I'm a child of the 1960s too, so it was "fashion" of the times...I remember getting a white peasant top with colorful embroider at the neck for my birthday when I was young that I just loved. Whenever I find cotton peasant tops at the thrift stores I buy them for my little girls...they just look so cute.
Lately, I have been thinking about the patchwork skirt I helped make when I was 9 or 10. We had a hippie boarder living at our house and she wore long patchwork skirts. She said she could make my sister & I one...so, we bought some fabric (printed to look like squares of patchwork in the funky colors of the 60s, yellow, orange, red calico) and whipped up a skirt in no time. Now, these long skirts were pretty new on the scene & I was only the second girl in elementary school to wear one. I thought I was hot stuff...but, there was a problem. The hippie boarder basically just folded a length of fabric & stitched straight down the side with an elastic waist. It was a narrow tube (with a slight bustle all around the top part) I was wearing and I could only take baby steps - there was no give at the ankles. So, here I am shuffling down the slick school hallway like a geisha when I trip in the skirt and go sliding down the hall on my belly! That was the first and last time I wore a "maxi skirt" to school. lol.
thanks for letting me 'trip down memory lane' here. :D

Amy B.

It's amazing how looking at past projects can take me back to an exact time and place! Here's a blog post about a freeform project I did when I was 11. Maybe it could fall under the 'primitive art' category...

Thanks for a great topic!


I rarely sew for myself these days but in younger years, that was basically how I got the majority of my wardrobe. One outfit that really stands out was a widewale pink corduroy hooded jacket with culottes, which were popular at the time (early to mid 60's) I think I was either a freshman or sophmore in high school. There weren't many things I made that I was completely happy with but this was one I loved. LOL! Thanks for prompting the memory!
:-) Gina

Margaret in SC

I have this haunting memory of a Little Red Riding Hood doll that my grandmother had made for me when I was very little. You know-the kind who is little red when flipped one way, grandma when another. Then flip grandma's sleeping cap over her face and she becomes the wolf. I wonder very often what happened to that doll, I'd love to run across it. I saw a similar one on a blog the other day but it didn't match the charm I remember about mine, but it did start my wondering all ovefr again.

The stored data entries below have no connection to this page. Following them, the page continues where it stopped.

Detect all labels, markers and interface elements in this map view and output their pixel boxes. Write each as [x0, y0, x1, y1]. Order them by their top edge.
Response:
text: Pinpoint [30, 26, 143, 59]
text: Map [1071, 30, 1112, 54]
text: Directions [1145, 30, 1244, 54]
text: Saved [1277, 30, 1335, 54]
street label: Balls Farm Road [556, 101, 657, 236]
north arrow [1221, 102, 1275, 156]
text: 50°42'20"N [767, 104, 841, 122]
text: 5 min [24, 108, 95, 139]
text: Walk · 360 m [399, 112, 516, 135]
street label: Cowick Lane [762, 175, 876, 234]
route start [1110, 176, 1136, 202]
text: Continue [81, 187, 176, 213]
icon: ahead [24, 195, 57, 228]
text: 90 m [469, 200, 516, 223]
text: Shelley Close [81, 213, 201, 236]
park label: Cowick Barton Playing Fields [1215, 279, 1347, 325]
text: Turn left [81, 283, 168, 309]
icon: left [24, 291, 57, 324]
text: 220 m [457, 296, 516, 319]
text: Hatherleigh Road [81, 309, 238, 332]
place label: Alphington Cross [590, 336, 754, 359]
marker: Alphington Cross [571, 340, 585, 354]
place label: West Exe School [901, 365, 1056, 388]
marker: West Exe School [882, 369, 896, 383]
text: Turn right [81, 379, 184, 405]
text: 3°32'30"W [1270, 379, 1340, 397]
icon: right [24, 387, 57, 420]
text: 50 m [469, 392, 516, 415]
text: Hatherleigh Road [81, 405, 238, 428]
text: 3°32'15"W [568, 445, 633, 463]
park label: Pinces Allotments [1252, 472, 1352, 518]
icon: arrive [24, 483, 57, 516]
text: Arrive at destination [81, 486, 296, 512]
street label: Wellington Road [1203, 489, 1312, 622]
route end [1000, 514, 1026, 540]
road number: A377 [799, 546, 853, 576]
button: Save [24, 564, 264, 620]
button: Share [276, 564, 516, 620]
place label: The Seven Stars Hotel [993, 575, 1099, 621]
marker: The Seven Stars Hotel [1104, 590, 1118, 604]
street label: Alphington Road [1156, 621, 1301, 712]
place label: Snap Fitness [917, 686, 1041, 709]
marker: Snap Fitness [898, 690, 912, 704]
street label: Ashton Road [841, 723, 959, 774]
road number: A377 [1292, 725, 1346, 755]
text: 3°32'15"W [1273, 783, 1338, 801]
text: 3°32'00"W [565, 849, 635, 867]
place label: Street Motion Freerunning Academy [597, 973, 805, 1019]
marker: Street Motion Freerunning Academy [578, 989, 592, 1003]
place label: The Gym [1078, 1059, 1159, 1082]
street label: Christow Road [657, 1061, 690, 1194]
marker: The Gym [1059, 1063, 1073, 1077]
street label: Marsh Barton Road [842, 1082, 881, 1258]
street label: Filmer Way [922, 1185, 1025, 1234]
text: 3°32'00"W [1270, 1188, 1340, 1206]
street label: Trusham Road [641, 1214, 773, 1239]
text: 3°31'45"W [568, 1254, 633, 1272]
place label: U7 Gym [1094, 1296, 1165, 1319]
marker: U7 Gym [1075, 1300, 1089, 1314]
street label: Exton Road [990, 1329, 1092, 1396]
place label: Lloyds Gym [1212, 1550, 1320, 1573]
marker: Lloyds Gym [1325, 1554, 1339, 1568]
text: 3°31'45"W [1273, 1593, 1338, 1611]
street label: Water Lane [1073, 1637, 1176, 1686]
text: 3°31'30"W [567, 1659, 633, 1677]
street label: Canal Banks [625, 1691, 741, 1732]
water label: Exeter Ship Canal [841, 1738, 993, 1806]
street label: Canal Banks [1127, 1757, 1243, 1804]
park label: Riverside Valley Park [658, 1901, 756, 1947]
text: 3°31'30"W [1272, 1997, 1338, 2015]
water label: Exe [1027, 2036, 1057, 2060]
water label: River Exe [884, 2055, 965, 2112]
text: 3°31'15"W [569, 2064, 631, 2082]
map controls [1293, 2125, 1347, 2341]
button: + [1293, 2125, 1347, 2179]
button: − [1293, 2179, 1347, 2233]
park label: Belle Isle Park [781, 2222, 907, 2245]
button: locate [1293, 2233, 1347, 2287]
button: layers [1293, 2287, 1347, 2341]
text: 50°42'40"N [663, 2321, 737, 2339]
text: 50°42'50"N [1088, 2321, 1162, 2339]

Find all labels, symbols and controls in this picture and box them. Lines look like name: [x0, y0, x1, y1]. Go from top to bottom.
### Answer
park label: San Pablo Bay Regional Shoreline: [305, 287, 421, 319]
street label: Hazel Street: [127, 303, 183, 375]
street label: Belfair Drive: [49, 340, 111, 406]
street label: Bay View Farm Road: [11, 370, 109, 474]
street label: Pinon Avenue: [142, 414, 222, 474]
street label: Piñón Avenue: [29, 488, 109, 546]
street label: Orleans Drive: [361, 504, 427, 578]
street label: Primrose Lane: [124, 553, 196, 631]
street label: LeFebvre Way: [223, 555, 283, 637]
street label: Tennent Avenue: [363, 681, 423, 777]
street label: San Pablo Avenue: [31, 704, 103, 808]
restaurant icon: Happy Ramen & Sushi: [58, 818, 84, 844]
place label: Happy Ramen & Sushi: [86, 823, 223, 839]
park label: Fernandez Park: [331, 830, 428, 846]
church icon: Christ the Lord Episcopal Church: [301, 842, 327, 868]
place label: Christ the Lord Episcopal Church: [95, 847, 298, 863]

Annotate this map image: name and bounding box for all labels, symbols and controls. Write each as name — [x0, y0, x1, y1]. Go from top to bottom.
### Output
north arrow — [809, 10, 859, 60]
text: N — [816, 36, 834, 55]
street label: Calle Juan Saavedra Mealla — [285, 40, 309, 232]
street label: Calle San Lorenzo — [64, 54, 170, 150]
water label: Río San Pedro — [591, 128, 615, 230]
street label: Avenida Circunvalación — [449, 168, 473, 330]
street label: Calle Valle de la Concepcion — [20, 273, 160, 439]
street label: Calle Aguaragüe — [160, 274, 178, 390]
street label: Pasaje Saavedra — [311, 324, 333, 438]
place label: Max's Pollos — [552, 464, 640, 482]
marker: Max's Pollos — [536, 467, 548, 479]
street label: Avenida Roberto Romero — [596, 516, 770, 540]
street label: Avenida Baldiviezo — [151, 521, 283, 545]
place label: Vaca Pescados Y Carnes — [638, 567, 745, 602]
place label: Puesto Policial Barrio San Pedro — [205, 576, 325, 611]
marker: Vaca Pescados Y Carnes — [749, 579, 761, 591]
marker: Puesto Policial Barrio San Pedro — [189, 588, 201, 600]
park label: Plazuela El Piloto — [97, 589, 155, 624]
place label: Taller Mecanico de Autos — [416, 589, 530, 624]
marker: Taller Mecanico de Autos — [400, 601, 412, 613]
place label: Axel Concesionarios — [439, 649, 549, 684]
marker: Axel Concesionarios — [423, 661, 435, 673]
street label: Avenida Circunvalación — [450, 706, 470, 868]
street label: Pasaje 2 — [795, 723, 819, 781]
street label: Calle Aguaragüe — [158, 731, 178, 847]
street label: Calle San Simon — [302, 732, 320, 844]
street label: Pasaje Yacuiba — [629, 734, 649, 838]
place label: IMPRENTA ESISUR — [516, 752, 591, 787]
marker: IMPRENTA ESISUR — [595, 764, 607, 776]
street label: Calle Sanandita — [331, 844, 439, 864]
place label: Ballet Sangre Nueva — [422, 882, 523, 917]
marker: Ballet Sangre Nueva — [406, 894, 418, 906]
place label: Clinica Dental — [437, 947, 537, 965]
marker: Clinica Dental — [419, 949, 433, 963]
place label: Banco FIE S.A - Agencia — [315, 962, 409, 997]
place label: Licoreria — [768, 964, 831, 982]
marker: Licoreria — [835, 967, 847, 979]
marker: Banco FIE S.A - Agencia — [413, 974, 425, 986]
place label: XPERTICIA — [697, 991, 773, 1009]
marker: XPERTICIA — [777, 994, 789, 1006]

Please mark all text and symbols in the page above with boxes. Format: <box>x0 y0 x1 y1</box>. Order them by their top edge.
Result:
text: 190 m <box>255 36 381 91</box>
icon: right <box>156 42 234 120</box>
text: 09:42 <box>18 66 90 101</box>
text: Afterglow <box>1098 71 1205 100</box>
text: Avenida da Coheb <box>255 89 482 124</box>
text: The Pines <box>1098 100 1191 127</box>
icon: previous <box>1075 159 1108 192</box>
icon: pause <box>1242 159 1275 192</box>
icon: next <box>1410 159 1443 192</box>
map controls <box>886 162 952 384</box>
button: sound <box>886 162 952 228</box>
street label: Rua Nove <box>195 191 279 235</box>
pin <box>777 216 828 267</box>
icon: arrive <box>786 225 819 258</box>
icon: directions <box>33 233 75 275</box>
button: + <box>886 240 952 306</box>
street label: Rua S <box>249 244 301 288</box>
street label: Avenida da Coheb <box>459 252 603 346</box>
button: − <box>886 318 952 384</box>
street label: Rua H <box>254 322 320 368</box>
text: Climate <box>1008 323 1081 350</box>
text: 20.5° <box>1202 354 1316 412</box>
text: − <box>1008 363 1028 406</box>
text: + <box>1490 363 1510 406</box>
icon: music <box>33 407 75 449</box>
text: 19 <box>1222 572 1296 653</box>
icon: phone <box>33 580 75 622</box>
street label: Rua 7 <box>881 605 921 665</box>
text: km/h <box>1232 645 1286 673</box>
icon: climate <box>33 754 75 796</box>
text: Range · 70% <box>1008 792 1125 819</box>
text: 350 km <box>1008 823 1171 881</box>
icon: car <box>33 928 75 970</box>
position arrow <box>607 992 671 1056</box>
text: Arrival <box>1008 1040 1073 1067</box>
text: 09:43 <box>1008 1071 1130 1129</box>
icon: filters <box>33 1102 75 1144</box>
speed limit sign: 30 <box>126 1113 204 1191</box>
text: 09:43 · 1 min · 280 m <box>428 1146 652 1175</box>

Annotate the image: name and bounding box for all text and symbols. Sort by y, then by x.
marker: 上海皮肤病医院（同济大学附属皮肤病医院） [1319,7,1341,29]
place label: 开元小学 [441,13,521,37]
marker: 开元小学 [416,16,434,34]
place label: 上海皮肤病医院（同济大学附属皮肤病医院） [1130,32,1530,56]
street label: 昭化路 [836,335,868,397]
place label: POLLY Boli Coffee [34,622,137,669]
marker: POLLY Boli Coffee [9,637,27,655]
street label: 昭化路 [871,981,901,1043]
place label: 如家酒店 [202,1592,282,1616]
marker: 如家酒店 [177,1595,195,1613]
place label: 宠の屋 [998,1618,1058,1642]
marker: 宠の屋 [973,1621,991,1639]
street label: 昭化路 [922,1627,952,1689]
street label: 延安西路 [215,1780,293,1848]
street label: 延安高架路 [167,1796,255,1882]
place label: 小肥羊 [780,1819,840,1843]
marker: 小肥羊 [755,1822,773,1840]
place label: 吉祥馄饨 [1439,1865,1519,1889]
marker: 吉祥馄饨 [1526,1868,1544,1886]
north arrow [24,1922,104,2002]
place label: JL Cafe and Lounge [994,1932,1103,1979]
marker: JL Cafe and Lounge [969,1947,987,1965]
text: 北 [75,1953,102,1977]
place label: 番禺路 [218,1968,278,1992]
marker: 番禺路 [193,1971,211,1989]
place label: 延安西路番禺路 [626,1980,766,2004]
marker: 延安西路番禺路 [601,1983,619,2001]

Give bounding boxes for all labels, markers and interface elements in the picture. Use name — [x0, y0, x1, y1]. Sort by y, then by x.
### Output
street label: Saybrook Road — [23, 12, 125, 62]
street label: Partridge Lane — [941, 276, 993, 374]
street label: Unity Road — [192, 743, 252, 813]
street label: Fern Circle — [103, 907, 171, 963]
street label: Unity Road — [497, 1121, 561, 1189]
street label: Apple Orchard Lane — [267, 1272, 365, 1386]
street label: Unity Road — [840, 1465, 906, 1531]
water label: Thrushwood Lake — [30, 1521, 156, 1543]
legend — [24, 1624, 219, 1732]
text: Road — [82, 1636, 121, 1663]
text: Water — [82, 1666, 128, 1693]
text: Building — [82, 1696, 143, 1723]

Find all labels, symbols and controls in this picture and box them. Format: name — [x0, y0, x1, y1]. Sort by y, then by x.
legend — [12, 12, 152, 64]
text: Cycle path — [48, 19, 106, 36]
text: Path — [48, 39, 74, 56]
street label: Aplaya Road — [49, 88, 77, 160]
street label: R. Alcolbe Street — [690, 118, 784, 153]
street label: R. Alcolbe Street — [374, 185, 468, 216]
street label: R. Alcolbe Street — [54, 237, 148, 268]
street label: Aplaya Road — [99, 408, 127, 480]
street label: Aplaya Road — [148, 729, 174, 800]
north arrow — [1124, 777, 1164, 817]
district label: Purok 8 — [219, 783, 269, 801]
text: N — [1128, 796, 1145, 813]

Christy/ MommaOnTheMountain

I first learned to cross stitch, when I was about eleven. It was summertime and I was staying with my grandmother. She was southern, and felt all of us girls needed to learn how to do handwork. I remember that they were simple letters, and the kittens from the iron on patterns from Woolworths....sigh....I didn't do it much after I got home, but picked it back up when my two older boys were about 4 & 6....hours spent at the park, sitting under a tree while they played the summer away. I made most of my christmas gifts that year. Now that my two youngest are older, 3.5 &5.5 yrs old....I am once again sitting under a shade tree in the yard, stitching away while they play...

It makes more sense, and really it is very soothing, I had forgotten how much I really enjoyed it. Not to mention that carting a small back of stitchery is much easier than a sewing machine :)


My Grandmother was the one who taught me to sew but I have never been as good as her. I don't have a picture of the item that she made for me ... it was a Barbie dress and she made them all by hand for me. They looked just like they were sewn on a machine. She was amazing. When I was 21 my Mom and her made me an entire bedroom set...Comforter (Laura Ashley Material) Pillow Shams, Pillows and I crocheted a Pink, White and Sage Green throw that I still have along with some of the pillows. The comforter went through hell and back and I finally took parts of it and framed part and gave some framed pieces to my cousins so they would have something that Grandma made. Everytime I look at my Pillows or the cover for my "Hope" (less) Chest I think of her. She was a wonderful, perfect example of a grandmother. Patient, Kind, talented and willing to share her secrets about sewing, embroidery, and baking with me! I was a very lucky little girl to have known her! I can hardly wait to see her again some day!!


My grandmother was my sewing inspiration and one of the first things I stitched was for her:


Now my daughter is making them for her grandmothers!

Jo Marcellino

My mom always had a piece of needlework in her hands. She sewed our clothes and knitted us sweaters. I always thought her work was amazing. Even today I define the quality of my work by her efforts.

I fondly remember her teaching me to embroider on this crewel piece that had the cutest little pigs. It was a kit put out by Avon.

I didn't so any crafting for over 20 years and then when I was diagnosed with MS I found crafting again. It has been therapeautic for me as each stitch has wonderful memories of my mom's loving hands.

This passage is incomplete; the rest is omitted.